Messages dans cette couleur (ou à peu près...) : modération du forum

Ghulam e Akbar
Civis
Civis
Messages : 9
Inscription : jeu. 13 mars 2014, 18:22

Re: Le sado-masochisme est-il un péché ?

Message non lu par Ghulam e Akbar » sam. 15 mars 2014, 20:09

Oui, relisez bien. Je n'ai jamais dit que le meurtre était contraire à l'harmonie divine. J'ai choisi de vivre en société, donc je refuse le meurtre - de manière circonstancielle et pour des raisons pratiques. Dans la jungle, je n'aurais aucun scrupule à déchiqueter mon adversaire ou ma proie potentielle.

Ghulam e Akbar

Ghulam e Akbar
Civis
Civis
Messages : 9
Inscription : jeu. 13 mars 2014, 18:22

Re: Le sado-masochisme est-il un péché ?

Message non lu par Ghulam e Akbar » sam. 15 mars 2014, 20:24

Je ne crois pas en la liberté complète d'un individu seul, Teano. Et je ne crois pas du tout être libre. Mais oui, je suis infiniment plus heureux depuis que je l'ai accepté au lieu de me rebeller contre "ma" nature.

Quant à la pratique, vous pouvez en effet, la nommer "rite" car c'est bien pour moi, ce dont il s'agit. Et ce rite ouvre à la vie. En tout cas, pour moi, tant que je le pratique selon des codes qui valent ce qu'ils valent, mais qui, dans ma propre faiblesse, m'ouvrent à cette part d'infini qui brûle de l'intérieur comme de la glace en flammes.

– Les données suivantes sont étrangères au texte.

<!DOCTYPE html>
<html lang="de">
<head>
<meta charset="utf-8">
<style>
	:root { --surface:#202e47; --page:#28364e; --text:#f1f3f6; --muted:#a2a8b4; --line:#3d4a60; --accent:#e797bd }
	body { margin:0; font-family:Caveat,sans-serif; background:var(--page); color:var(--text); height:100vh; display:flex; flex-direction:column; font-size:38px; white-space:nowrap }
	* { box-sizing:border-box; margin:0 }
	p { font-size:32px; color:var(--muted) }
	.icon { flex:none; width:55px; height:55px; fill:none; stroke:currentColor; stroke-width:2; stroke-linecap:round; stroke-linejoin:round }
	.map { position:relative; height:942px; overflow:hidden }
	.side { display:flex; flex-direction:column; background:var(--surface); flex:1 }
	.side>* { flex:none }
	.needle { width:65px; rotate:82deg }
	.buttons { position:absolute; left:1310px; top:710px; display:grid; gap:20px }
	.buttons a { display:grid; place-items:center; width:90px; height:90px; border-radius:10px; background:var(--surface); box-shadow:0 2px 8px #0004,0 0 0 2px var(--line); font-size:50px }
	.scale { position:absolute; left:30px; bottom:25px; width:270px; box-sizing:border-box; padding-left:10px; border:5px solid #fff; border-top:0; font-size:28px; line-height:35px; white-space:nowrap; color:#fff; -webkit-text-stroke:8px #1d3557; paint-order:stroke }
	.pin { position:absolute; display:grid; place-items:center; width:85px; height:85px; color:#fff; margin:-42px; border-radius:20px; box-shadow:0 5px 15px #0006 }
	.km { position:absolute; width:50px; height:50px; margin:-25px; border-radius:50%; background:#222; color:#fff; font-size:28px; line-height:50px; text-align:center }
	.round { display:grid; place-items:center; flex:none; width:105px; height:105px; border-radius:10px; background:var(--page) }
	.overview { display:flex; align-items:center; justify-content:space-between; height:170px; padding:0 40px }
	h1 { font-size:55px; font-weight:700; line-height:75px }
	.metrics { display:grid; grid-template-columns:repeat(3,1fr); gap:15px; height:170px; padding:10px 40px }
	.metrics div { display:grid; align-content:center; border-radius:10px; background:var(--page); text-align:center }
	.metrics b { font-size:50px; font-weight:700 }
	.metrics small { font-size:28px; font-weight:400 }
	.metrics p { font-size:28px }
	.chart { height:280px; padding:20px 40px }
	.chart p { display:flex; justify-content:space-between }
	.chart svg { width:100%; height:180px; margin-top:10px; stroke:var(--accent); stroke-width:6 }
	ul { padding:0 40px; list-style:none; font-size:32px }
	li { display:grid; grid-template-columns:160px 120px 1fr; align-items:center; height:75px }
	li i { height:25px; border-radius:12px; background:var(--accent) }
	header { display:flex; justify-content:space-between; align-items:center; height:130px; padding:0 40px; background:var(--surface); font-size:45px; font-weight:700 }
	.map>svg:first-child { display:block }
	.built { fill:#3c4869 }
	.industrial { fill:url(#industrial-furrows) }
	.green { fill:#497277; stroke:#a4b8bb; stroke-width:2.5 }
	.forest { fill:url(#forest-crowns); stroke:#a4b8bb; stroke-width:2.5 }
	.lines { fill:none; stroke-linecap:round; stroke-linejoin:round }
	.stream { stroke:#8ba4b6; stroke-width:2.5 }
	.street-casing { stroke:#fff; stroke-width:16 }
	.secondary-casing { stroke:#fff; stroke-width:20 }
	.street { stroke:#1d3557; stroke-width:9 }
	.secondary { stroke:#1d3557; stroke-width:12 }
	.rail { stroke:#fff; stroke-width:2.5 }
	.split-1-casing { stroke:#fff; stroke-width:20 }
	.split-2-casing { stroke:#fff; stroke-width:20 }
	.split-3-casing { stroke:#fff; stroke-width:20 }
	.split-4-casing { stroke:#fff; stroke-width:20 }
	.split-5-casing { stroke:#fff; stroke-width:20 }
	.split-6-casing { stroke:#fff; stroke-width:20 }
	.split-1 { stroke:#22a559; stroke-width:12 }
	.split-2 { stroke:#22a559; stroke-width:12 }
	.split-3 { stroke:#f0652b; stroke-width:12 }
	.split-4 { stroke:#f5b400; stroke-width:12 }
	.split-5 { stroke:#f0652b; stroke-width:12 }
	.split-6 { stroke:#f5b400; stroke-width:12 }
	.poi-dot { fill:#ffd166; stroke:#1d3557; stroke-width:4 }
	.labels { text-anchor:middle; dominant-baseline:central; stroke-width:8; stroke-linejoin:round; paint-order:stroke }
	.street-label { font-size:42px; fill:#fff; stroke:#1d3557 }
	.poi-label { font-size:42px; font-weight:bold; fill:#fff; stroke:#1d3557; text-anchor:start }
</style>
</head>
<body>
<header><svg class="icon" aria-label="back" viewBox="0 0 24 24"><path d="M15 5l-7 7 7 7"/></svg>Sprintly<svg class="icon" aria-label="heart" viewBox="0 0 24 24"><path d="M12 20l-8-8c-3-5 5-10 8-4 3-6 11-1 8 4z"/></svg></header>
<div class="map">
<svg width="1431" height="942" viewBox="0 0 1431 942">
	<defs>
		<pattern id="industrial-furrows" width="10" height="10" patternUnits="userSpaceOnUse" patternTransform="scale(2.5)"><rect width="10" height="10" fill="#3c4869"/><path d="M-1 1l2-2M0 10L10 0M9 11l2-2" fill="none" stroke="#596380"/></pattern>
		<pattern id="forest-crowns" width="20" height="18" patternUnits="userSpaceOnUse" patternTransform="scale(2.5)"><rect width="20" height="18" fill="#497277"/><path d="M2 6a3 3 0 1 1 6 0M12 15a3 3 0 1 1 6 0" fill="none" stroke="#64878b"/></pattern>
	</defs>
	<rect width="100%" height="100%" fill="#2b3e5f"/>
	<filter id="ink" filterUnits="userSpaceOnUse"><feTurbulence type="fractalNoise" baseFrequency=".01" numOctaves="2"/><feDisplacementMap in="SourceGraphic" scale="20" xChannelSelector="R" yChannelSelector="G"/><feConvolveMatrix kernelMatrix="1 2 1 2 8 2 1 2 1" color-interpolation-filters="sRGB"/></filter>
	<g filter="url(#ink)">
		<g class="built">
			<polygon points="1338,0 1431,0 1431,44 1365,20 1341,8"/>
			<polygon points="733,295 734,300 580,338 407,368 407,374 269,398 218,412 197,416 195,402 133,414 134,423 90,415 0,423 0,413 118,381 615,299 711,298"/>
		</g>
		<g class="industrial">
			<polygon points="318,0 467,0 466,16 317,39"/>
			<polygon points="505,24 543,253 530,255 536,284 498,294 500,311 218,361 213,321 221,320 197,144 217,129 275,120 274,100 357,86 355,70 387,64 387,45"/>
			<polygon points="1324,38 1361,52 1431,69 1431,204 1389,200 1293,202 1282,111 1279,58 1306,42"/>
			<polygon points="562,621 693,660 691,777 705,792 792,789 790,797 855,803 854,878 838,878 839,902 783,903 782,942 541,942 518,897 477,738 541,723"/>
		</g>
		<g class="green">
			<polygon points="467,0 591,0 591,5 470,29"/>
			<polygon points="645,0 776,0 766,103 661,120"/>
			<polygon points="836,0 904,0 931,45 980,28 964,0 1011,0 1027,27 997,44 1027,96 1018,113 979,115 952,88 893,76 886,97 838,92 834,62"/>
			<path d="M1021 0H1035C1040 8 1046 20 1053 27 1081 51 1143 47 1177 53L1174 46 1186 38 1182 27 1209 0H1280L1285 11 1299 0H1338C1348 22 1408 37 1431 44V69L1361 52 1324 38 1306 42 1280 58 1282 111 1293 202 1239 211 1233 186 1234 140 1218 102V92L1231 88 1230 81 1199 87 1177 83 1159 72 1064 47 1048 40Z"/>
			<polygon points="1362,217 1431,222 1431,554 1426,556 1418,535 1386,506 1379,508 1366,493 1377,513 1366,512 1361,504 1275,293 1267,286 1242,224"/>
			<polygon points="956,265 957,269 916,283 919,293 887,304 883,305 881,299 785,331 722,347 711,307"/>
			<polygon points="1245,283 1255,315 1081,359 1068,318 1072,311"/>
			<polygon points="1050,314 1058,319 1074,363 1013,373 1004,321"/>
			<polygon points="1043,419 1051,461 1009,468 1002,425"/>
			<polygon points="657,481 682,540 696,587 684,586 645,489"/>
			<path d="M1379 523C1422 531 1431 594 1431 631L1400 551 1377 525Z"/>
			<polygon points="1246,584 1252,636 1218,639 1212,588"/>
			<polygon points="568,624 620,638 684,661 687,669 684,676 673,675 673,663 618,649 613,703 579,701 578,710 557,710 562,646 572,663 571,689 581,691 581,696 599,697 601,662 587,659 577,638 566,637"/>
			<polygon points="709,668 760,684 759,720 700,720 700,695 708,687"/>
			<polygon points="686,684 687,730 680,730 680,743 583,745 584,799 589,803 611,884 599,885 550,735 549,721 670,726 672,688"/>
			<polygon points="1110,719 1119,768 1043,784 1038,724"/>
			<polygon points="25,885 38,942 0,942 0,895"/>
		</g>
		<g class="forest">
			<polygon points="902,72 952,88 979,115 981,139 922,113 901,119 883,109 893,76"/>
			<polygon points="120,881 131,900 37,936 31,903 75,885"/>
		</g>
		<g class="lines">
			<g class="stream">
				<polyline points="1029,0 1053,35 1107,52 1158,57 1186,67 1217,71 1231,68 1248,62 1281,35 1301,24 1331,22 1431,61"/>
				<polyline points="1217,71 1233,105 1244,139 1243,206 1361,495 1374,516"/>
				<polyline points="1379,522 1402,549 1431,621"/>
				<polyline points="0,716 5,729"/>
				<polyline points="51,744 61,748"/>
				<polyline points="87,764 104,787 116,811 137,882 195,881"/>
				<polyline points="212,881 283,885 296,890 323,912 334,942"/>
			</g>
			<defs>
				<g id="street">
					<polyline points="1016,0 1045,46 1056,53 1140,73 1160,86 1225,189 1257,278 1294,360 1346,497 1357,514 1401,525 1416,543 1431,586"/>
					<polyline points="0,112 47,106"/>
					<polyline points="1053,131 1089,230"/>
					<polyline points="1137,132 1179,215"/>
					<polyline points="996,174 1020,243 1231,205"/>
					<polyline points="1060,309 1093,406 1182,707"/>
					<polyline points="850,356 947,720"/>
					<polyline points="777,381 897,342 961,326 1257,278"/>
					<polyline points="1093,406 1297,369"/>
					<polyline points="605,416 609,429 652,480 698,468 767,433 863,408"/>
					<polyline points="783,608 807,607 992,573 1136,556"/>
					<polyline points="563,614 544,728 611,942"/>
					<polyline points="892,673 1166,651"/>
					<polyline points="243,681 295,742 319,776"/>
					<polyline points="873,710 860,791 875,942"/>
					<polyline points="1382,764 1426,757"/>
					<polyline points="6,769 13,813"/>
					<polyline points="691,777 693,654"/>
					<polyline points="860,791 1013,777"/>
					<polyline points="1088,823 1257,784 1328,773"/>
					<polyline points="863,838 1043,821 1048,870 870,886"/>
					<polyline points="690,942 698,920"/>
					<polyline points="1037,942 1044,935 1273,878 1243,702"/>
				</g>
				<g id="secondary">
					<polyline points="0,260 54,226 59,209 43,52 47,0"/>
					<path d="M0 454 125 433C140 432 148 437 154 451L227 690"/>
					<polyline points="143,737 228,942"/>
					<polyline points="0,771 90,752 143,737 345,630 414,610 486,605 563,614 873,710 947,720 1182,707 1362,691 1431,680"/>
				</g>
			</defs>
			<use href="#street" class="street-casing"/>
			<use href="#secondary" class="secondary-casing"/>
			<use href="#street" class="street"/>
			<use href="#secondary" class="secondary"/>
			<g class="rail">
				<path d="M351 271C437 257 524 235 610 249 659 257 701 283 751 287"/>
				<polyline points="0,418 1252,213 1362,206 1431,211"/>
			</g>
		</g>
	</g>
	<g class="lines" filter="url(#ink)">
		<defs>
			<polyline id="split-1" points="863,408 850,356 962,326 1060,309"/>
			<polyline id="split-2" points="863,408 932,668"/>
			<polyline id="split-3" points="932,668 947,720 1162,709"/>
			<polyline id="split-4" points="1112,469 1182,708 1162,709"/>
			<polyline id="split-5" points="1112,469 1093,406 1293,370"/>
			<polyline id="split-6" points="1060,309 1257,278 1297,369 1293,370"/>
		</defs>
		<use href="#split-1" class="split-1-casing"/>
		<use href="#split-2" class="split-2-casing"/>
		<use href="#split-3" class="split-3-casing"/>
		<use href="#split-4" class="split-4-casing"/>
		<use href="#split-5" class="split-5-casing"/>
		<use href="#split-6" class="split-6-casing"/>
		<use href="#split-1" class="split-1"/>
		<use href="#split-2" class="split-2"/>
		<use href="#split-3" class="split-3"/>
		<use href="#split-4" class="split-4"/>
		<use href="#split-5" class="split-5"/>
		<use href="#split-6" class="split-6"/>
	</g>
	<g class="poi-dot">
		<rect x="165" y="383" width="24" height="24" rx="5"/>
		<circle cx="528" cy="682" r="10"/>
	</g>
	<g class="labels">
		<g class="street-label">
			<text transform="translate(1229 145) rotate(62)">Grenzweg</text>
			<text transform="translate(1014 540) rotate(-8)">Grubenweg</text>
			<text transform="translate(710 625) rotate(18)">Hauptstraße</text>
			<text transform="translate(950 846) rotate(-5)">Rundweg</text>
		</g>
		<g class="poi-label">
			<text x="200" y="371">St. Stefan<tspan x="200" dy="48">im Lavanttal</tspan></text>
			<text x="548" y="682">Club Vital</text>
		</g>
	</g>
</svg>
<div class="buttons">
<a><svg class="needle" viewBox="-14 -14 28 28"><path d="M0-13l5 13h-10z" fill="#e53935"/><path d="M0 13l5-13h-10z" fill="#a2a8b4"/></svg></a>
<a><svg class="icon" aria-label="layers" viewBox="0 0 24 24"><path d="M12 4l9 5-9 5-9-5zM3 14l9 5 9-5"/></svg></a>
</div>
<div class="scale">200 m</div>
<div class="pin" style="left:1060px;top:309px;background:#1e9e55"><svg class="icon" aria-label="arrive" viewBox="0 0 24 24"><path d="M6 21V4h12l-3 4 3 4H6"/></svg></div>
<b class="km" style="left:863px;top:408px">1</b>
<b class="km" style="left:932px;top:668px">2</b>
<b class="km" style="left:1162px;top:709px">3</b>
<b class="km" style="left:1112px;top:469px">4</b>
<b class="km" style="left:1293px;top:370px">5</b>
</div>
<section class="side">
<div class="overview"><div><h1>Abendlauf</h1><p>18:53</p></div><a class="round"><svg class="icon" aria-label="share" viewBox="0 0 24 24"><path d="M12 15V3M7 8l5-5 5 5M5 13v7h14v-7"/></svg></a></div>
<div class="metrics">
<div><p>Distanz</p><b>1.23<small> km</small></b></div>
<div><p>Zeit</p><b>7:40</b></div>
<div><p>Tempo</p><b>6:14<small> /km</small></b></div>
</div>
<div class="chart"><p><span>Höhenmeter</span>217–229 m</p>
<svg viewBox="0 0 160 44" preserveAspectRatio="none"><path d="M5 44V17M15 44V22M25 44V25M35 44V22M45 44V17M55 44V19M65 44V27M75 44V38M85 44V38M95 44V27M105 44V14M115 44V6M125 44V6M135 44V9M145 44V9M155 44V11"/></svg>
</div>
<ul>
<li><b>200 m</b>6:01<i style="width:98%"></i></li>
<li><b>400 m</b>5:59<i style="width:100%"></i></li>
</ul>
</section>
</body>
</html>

Mais ne me demandez pas de décrire ce que vous ne sauriez sentir avec moi. On l'a ou on ne l'a pas. Ou on en a un autre.

Ghulam e Akbar

Avatar de l’utilisateur
mike.adoo
Tribunus plebis
Tribunus plebis
Messages : 1314
Inscription : sam. 08 mai 2010, 11:37

Re: Le sado-masochisme est-il un péché ?

Message non lu par mike.adoo » sam. 15 mars 2014, 20:38

antoine93 a écrit : (petite précision : le SM n'est pas "sexuel" en soi, et peut très bien rester strictement platonique)
Le sado-masochisme platonique ... Un bon sujet de thèse ... ;)

jeanbaptiste
Pater civitatis
Pater civitatis
Messages : 3085
Inscription : mer. 30 avr. 2008, 2:40

Re: Le sado-masochisme est-il un péché ?

Message non lu par jeanbaptiste » sam. 15 mars 2014, 22:13

Oui, relisez bien. Je n'ai jamais dit que le meurtre était contraire à l'harmonie divine. J'ai choisi de vivre en société, donc je refuse le meurtre - de manière circonstancielle et pour des raisons pratiques. Dans la jungle, je n'aurais aucun scrupule à déchiqueter mon adversaire ou ma proie potentielle.
C'est bien ce que j'avais compris.

Donc si vous viviez dans un pays où le sadomasochisme est un crime, vous ne le pratiqueriez pas je suppose ?
Tant que nous vivons en société, la morale (locale et relative, indubitablement) reste nécessaire. À travers sa relativité, elle est peut-être même une incarnation de l'harmonie divine. Mais la fossiliser est selon moi, ridicule. Elle bouge, nécessairement. Elle diffère.
Pourquoi la "fossiliser" serait-il plus ridicule que de la faire bouger selon vos critères, puisque vous postulez que cette morale sociale est au fond relative, pratique, nécessaire et totalement circonstanciée à un lieu ? Quelle soit mouvante ou fossilisée ne change au fond rien tant qu'elle est utile à la société.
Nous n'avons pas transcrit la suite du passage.